GW’s Veterans Memorial Park, which moved from the lawn next to the GW Deli this year, now features a black marble slab emblazoned with the insignias of all five U.S. military branches and an illuminated flagpole to honor former members of the armed forces.
The park came as the result of a donation from Board of Trustees member Mark Shenkman, an alumnus and U.S. Army veteran.
Shenkman said he wanted to fund the new park to appropriately honor GW’s community of veterans and servicemembers, which includes more than 1,000 current students.
“We must never forget the courage, sacrifice and dedication of the men and women who have so bravely served and protected our precious liberty and cherished heritage,” Shenkman said.
Accompanied by his wife and three sons, Shenkman invoked the University’s namesake as a man who “laid the foundation to create the world’s greatest democracy” in the face of adversity.
But Shenkman also paid tribute to his father, Sgt. Geoge Shenkman, who led one of the first American units to charge into Germany during World War II.

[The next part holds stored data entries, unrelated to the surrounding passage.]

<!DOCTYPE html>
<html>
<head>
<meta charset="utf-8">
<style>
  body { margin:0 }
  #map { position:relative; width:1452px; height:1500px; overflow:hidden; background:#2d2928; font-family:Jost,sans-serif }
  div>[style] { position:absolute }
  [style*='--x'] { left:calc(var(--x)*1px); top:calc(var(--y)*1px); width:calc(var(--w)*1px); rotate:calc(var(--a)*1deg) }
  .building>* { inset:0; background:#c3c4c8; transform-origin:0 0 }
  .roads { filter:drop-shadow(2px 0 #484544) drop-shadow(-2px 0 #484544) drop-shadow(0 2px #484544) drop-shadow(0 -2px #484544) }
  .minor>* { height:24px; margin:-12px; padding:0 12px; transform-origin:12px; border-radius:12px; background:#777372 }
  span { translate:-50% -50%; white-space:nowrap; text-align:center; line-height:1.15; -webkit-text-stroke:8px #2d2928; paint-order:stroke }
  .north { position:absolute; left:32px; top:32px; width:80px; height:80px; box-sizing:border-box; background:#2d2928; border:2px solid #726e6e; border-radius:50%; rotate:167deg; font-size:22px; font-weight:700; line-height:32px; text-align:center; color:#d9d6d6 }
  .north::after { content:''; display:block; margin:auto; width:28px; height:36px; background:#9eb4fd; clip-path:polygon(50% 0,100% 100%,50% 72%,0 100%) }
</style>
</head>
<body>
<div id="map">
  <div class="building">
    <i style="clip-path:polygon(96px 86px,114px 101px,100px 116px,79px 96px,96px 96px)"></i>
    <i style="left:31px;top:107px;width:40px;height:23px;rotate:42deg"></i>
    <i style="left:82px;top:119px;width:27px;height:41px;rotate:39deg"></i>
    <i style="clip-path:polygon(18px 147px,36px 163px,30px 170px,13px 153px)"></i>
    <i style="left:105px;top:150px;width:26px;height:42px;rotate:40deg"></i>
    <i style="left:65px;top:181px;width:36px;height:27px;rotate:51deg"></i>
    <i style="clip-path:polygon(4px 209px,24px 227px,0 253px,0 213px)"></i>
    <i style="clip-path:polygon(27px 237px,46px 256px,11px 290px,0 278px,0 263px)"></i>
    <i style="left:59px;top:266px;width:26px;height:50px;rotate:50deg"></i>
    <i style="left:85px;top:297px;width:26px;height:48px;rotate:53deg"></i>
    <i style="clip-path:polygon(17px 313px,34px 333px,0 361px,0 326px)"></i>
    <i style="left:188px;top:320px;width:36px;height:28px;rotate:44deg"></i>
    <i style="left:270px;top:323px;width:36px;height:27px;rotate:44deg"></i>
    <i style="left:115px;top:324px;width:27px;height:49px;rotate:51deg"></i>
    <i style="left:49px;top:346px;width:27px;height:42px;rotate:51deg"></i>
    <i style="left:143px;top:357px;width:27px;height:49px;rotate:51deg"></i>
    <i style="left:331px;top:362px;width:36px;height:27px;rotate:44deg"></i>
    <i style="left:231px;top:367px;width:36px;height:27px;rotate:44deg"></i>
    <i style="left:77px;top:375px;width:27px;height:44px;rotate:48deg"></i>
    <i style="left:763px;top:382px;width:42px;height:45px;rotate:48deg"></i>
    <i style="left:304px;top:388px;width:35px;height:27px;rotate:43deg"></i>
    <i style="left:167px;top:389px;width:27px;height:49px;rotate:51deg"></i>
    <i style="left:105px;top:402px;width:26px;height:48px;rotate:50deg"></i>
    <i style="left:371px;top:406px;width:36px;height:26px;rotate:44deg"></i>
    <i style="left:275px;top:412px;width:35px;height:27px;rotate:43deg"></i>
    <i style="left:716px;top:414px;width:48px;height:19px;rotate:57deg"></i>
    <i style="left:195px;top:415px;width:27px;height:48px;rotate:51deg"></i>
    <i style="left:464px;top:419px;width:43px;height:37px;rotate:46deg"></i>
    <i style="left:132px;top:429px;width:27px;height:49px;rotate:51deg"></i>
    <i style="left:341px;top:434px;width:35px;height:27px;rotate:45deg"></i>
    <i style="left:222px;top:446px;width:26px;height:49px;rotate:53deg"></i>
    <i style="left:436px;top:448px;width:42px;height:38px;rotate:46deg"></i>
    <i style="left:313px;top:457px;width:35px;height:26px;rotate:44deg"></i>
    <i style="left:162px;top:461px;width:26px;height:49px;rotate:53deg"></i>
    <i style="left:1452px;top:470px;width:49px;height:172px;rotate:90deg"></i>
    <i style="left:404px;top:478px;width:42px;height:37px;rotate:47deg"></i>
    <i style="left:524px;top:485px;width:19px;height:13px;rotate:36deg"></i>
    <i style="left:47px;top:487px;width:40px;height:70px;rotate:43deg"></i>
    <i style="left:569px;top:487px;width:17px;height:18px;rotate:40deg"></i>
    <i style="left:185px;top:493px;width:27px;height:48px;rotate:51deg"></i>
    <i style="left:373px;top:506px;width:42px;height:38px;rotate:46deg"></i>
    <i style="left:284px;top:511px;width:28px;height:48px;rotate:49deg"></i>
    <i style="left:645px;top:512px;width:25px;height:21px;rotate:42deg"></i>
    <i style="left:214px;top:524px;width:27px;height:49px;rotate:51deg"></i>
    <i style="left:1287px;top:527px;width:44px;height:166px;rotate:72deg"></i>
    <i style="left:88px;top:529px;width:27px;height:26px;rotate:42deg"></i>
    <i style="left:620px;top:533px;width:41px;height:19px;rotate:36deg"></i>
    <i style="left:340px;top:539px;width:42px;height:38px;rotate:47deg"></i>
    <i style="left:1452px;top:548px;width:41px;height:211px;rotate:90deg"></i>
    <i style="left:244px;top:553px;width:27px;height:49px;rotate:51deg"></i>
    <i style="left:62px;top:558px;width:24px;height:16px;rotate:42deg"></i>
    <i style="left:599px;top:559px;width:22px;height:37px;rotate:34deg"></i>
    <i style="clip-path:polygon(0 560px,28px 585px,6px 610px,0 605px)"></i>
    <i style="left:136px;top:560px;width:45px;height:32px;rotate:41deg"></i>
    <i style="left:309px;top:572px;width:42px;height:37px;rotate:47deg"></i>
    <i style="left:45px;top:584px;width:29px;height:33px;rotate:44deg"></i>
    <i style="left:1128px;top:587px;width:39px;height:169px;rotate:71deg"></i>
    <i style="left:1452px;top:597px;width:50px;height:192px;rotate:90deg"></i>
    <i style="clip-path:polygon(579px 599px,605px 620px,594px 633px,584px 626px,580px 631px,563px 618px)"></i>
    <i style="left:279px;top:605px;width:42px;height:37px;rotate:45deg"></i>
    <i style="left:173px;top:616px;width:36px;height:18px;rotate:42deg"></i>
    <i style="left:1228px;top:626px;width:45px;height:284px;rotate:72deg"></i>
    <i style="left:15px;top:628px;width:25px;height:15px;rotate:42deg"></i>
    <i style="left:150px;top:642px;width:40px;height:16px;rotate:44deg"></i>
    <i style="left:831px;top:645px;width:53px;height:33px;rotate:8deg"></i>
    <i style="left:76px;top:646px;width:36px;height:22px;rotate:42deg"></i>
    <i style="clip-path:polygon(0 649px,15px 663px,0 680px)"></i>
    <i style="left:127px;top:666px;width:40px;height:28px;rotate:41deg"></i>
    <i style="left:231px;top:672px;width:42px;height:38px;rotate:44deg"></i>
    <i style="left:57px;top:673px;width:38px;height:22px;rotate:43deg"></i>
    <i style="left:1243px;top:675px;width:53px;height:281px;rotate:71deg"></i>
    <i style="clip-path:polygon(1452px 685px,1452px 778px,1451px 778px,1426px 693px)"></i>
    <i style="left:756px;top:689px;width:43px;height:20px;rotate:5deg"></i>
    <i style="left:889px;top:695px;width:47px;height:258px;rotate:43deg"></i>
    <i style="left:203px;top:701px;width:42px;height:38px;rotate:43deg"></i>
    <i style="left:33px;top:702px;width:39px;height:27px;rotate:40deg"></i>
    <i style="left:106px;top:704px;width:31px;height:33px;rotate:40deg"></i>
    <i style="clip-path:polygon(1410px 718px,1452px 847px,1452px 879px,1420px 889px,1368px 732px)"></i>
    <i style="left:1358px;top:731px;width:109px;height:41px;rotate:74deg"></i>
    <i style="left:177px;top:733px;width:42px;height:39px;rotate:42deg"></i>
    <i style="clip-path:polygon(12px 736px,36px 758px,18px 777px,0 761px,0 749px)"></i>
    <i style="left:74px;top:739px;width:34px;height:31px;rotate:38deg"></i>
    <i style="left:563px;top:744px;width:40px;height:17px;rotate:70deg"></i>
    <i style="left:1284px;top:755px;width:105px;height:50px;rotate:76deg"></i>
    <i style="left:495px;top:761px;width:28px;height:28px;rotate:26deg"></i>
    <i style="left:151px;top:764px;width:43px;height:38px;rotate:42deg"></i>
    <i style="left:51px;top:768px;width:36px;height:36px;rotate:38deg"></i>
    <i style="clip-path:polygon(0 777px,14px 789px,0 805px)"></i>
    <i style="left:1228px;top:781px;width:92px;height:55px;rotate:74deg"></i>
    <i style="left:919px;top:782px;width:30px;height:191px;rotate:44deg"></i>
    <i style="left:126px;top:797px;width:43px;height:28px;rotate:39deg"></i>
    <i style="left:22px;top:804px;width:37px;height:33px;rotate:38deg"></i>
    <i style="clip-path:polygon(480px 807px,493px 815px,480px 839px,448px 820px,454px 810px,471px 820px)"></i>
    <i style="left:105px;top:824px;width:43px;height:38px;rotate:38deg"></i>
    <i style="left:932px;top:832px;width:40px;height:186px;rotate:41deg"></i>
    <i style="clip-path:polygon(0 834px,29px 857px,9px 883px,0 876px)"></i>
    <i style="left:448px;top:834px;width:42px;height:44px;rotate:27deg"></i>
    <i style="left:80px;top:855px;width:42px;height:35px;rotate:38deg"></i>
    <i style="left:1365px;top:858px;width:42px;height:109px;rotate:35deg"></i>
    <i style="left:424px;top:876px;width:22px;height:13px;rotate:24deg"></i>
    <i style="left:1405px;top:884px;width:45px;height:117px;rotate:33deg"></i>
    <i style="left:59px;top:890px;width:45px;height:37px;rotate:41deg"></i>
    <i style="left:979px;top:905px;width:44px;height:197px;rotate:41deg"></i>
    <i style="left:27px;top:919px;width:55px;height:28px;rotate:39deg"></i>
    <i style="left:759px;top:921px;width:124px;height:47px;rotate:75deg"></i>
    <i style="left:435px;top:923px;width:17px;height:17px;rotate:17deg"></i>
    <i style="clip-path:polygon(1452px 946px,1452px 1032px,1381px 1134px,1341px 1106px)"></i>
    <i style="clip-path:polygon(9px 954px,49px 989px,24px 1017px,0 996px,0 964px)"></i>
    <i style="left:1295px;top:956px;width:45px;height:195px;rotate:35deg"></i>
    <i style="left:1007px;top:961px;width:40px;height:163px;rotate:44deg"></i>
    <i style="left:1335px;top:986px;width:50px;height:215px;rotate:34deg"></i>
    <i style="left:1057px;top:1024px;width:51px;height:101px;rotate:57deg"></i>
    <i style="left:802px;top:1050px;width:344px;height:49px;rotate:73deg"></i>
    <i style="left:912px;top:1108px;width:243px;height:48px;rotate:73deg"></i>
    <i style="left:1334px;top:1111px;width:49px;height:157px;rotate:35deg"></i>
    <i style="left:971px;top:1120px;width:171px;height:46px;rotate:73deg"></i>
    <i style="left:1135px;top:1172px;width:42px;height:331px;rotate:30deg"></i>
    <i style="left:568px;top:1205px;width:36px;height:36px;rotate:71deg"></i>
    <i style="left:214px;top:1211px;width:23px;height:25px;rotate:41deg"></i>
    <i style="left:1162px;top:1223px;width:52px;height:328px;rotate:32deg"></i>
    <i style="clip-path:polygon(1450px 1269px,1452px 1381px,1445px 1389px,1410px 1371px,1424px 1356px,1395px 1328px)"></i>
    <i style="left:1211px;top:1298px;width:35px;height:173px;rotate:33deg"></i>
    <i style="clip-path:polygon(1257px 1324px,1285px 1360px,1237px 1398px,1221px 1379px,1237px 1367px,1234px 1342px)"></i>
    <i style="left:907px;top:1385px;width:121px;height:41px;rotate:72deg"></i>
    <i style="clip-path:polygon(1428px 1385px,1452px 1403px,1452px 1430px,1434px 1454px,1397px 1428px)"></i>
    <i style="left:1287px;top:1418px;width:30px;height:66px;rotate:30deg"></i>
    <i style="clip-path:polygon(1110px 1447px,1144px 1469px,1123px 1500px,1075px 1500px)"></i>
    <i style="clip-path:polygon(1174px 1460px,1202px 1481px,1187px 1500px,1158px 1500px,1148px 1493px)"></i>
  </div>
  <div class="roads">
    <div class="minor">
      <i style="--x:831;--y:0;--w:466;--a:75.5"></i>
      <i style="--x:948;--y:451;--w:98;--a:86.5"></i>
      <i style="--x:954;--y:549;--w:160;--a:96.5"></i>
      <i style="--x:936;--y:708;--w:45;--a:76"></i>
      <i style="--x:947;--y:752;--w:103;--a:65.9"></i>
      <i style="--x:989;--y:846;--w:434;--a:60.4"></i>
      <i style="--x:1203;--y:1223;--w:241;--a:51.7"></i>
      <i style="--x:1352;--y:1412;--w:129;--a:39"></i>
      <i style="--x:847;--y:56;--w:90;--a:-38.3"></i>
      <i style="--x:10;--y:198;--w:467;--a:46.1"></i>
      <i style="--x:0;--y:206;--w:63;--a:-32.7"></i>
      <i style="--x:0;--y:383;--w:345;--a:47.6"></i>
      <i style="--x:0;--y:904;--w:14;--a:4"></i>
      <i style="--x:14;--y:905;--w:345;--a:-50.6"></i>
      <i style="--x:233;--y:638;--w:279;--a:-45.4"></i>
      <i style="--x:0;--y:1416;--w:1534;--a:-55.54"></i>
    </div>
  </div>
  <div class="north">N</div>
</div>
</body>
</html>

University President Steven Knapp said the memorial’s location at the heart of campus pays tribute to the central place of the veterans community at GW and in the University’s history. In 1944, GW student Don Balfour became the first veteran to receive educational benefits under the GI Bill.
“We’re very grateful to all of the contributions that our student veterans are making to the life of our university,” Knapp said. “They continue the mission by leading and inspiring their fellow students.”
Mitch Bent, president of the student group GW Veterans, called the park a token of the University’s commitment to the veterans community.
“Right here, next to this awesome library with this brand new entrance, you walk out from your studies and you see the veterans memorial and it really complements the mission here at GW,” Bent said.
Richard William Douglas, a veteran and alumnus, said he was touched by the University’s decision to move the memorial to Kogan Plaza, where he got his start in the military as an Air Force ROTC cadet.
“We are standing on the actual site of GW’s Air Force ROTC force that I graduated from in 1963. Having the memorial right here on the site is particularly moving,” Douglas, who graduated from the School of Business in 1963, said.